Individuals also participated in 10 various physical activities, such as working on a computer, vacuuming, pushing a wheelchair- on a tile floor, on a side walk, and up and down a ramp. Four of the ten activities were considered low-intensity. Each activity lasted 10 minutes, and oxygen consumption during activity was measured. Heart rate was also measured during rest and during activities. Body composition was also measured as could have an effect on RMR.

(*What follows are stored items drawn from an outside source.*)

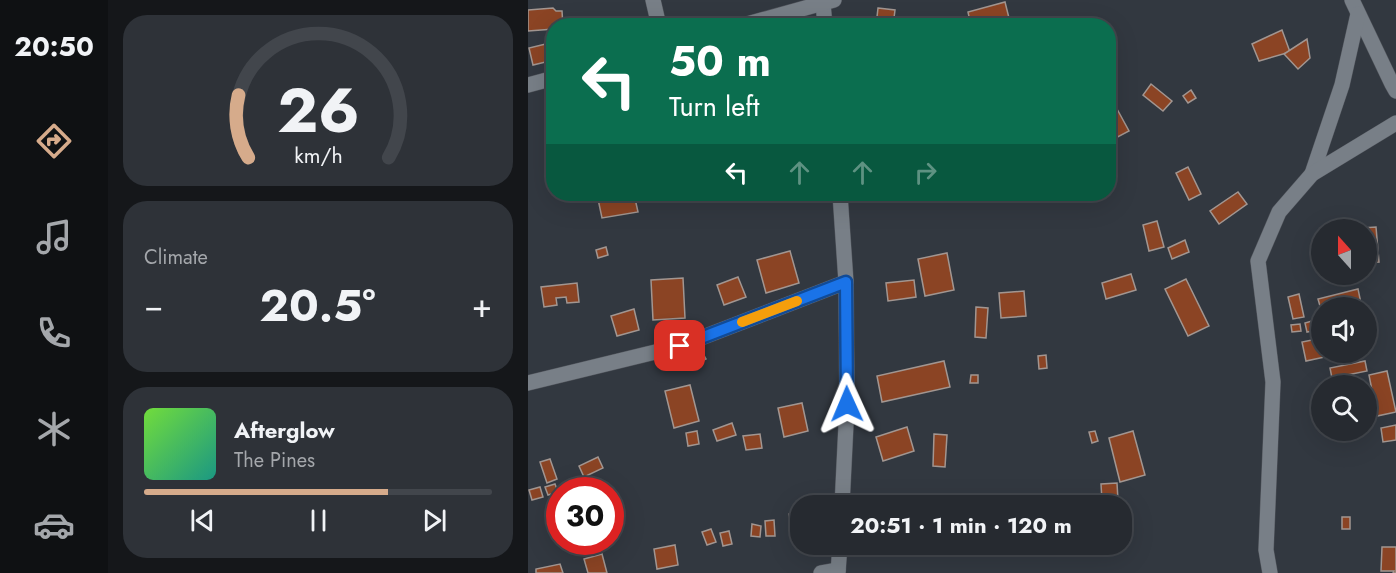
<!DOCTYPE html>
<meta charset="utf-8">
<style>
body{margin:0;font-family:Jost,sans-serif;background:#2e3238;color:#f1f3f6;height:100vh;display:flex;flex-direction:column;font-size:22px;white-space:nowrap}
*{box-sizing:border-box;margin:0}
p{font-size:20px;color:#a4a7ab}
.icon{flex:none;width:33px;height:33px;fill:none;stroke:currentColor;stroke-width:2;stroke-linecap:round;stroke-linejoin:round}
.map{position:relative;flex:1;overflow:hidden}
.panel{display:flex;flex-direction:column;gap:15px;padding:15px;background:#15171a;width:420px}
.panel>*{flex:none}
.hud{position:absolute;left:18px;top:18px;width:570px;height:183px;border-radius:24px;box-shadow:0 6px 24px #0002,0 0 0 2px #42464c;background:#0b6e4f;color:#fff;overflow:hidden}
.needle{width:39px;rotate:339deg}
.fabs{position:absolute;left:783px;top:219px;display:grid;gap:12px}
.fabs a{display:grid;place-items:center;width:66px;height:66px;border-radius:50%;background:#262a30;box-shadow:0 6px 24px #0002,0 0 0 2px #42464c;font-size:30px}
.speed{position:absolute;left:18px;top:477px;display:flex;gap:12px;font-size:30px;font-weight:700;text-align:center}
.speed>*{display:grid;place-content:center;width:78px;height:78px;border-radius:50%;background:#262a30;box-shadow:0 6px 24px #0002,0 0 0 2px #42464c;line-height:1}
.speed .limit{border:9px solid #d22;background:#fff;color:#111}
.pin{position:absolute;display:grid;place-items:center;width:51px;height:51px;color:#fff;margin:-26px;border-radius:12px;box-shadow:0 3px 9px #0006}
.me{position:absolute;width:66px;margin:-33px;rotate:359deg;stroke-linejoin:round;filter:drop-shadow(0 0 4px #0008)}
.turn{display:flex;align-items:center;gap:21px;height:126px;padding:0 24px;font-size:27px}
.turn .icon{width:78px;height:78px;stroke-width:2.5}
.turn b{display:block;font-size:42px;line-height:51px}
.lanes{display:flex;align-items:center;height:57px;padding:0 24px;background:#0003;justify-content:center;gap:30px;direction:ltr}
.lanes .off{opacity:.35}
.big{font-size:45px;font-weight:700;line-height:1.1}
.panel .tile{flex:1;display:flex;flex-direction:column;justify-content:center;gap:9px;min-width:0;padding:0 21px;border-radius:24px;background:#2e3238}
.panel .dial{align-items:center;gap:0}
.dial svg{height:156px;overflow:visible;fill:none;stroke:#42464c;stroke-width:7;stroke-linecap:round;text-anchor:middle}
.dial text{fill:#f1f3f6;stroke:none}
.song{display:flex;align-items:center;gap:18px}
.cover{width:72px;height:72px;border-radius:9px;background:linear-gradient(135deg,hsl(100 70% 55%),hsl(170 70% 35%))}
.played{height:6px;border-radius:3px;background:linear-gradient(90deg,#d6ab8b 70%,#42464c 70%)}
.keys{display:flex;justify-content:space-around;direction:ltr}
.heat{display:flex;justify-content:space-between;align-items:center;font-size:33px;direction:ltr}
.trip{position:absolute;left:262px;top:495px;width:342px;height:60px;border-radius:24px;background:#262a30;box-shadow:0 6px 24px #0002,0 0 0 2px #42464c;font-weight:700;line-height:60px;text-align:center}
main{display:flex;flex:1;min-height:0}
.tab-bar{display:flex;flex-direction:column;width:108px;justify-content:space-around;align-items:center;background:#0f1113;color:#a4a7ab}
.tab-bar .icon{width:42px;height:42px}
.tab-bar .current{color:#d6ab8b}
.tab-bar b{font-size:27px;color:#f1f3f6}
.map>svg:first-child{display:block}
</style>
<main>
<nav class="tab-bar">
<b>20:50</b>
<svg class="icon current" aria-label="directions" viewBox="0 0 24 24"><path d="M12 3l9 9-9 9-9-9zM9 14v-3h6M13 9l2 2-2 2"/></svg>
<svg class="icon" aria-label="music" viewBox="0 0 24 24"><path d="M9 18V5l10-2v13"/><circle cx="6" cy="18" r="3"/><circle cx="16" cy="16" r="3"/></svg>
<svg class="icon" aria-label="phone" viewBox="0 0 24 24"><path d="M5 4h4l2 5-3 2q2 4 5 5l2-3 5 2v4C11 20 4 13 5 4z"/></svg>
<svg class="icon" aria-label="climate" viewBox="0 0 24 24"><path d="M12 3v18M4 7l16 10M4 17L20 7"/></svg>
<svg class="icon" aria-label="car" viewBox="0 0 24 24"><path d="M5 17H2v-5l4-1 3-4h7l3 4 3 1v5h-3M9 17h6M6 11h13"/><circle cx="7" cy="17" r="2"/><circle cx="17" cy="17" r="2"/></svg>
</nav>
<section class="panel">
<div class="tile dial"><svg viewBox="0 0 100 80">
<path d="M14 69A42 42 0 1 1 86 69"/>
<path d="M14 69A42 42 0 0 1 9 37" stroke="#d6ab8b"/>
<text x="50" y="56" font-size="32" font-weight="700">26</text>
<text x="50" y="72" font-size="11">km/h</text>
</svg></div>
<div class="tile"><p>Climate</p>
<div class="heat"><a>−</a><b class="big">20.5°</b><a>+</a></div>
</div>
<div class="tile">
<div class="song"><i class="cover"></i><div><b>Afterglow</b><p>The Pines</p></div></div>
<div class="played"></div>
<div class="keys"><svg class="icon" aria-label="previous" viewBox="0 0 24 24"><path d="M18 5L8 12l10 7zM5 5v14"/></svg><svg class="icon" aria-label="pause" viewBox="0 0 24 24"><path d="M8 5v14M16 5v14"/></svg><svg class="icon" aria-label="next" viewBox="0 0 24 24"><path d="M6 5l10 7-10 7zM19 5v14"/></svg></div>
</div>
</section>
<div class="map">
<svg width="868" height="573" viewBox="0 0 868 573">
<rect width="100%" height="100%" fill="#323840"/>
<g fill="#8b4424" stroke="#a29691" stroke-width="1.5">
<path d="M477,2l6,24h-40l-3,-14z"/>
<path d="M25,8l3,3h6l1,15h-9v3l-26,2v-21z"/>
<path d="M350,8l17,2 -2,16h-17z"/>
<path d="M754,30l8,22 -31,9 -7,-17z"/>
<path d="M779,39l3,19 -12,11 -14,-15z"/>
<path d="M26,42v18l-21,5 -4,-17z"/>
<path d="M623,84l21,17 -9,10 -20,-16z"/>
<path d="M663,90l5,8 -8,5 -5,-7z"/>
<path d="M583,98l18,33 -21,11v-42z"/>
<path d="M660,167l13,27 -12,6 -13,-27z"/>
<path d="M710,192l9,12 -28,20 -9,-13z"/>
<path d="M79,194h27l4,18 -36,6 -4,-19 10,-2z"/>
<path d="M629,221l7,26 -15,4 -6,-26z"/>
<path d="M848,227l3,35 -13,1v-33l-20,-1z"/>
<path d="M657,240l4,12 -17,7 -4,-11z"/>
<path d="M78,247l2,8 -10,3 -2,-8z"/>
<path d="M262,251l9,32 -33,10 -9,-33z"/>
<path d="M419,253l7,37 -29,6 -7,-37z"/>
<path d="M603,274l5,16 -30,9 -4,-16z"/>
<path d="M210,277l8,20 -22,8 -7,-20z"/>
<path d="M155,278l2,40 -32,2 -2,-40z"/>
<path d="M658,279l23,47 -21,10 -23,-47z"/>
<path d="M386,280l2,17 -28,4 -2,-18z"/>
<path d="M49,283l2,19 -12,1 -1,-6 -10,1 1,7 -13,2 -3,-20z"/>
<path d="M830,289l4,19h-40v5l-4,-14z"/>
<path d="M496,291l2,25 -25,2 -2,-25z"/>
<path d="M771,294l5,23 -11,2 -5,-22z"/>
<path d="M448,307l12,1 -2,30 -11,-1z"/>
<path d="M106,309l5,21 -22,6 -6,-20z"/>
<path d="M791,319l3,10 -15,3 -2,-9z"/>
<path d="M772,324l1,7 -9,1 -1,-7z"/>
<path d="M794,338v14h11l1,3 -28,6 -4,-19z"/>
<path d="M171,347l7,12 -12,6 -6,-12z"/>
<path d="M518,355l1,13 -8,1 -1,-13z"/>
<path d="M416,361l6,26 -68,15 -5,-26z"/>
<path d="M837,361l2,10 -35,7 -2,-10z"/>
<path d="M859,371l9,41 -19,4 -8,-41z"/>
<path d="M443,375h7v8h-8z"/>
<path d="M162,385l9,36 -25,7 -9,-37z"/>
<path d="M274,403l6,28 -24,6 -6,-29z"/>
<path d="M204,423l4,12 -19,6 -4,-11z"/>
<path d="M868,425v15l-13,2 -2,-14z"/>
<path d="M379,427l7,24 -31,10 -7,-24z"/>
<path d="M169,431l2,13 -11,2 -2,-13z"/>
<path d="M567,431l3,10 -6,2 -3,-11z"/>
<path d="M605,431l12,44 -25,7 -11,-44z"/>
<path d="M232,434l2,14 -16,2 -3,-14z"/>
<path d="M406,434l13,1 -2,32 -12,-1z"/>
<path d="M70,457l5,11 -19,9 -5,-11z"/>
<path d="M22,459l7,20 -10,4 -7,-21z"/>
<path d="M589,483l1,17 -16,1 -1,-17z"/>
<path d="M27,484l3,8 -10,3 -3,-8z"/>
<path d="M12,487l3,10 -11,3 -3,-10z"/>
<path d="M269,512l3,14 -9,1 -2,-13z"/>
<rect x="814" y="517" width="8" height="12"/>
<path d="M246,520l1,16h-9l-1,-15z"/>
<path d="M224,524l9,2 -1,11 -9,-1z"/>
<path d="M183,529l5,13 -9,3 -5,-13z"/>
<path d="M201,531l3,13 -9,2 -3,-13z"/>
<path d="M355,544h25l-5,1v8l-12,1v-8l-8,1z"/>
<path d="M147,545l3,20 -21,4 -3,-20z"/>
<path d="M854,547h14v26h-3l1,-2h-13z"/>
<path d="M74,554l5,19h-19l-4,-14z"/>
<path d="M32,564l3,9h-27v-4z"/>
</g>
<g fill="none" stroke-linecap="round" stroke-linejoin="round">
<defs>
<g id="street">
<path d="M125,0l6,26"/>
<path d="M824,0l40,84 4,7"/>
<path d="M295,3l2,23"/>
<path d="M212,26l94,-26"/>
<path d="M0,85l26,-7"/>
<path d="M784,174l30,-89 16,-71"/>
<path d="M312,194l6,88 1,122 -5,102"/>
<path d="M0,383l152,-37 166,-64"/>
<path d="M293,573l17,-3"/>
<path d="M310,573l2,-29"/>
<path d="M742,573l-4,-23 7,-168 -15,-121 21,-49 33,-38 84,-51"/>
</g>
</defs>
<use href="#street" stroke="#50545b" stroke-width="16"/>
<use href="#street" stroke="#787f87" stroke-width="15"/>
</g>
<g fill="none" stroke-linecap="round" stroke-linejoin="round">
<defs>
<path id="route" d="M152,346l166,-64 1,122"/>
</defs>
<use href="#route" stroke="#114b97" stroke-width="15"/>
<use href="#route" stroke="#1a73e8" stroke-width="10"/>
<path stroke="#f59e0b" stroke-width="10" d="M214,322l55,-21"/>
</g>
</svg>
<div class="fabs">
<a><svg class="needle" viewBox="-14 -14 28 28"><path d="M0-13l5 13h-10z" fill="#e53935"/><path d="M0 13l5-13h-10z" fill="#a4a7ab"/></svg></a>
<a><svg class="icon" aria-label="sound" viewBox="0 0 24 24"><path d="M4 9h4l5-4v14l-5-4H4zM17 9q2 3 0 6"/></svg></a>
<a><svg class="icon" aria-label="search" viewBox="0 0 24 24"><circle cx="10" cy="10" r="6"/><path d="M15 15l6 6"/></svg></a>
</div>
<div class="speed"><div class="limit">30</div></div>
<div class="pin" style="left:152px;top:346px;background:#d93025"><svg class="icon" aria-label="arrive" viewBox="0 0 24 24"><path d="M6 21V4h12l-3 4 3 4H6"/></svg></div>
<svg class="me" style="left:319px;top:404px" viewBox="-20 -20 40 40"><path d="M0-17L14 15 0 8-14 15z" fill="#1a73e8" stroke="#fff" stroke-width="4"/></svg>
<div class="trip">20:51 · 1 min · 120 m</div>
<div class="hud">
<div class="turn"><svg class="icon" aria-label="left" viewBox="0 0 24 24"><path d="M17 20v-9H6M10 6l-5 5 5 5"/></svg><div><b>50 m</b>Turn left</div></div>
<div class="lanes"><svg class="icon" aria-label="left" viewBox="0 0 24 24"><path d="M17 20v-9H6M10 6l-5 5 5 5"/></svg><svg class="icon off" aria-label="ahead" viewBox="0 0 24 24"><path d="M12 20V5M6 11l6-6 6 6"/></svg><svg class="icon off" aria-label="ahead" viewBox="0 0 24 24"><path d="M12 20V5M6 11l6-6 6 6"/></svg><svg class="icon off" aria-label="right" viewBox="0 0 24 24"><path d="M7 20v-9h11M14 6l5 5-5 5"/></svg></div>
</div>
</div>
</main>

The correlation coefficient between heart rate and MET level was .77. The correlation between observed and predicted MET values was also high, r = .78.
The study showed that the lower-intensity physical activities showed a lower relationship (r = .53) between expected and predicted energy expenditure than the higher-intensity activities (r = .93). There were also higher error rates in the lower-intensity activities measured with both the group calibration and individual calibration when compared to the higher-intensity activities. However, using individual calibration did reduce the prediction error significantly. There was also a strong relationship between heart rate and the observed MET values. Heart-rate ratio was a good predictor of estimated MET values.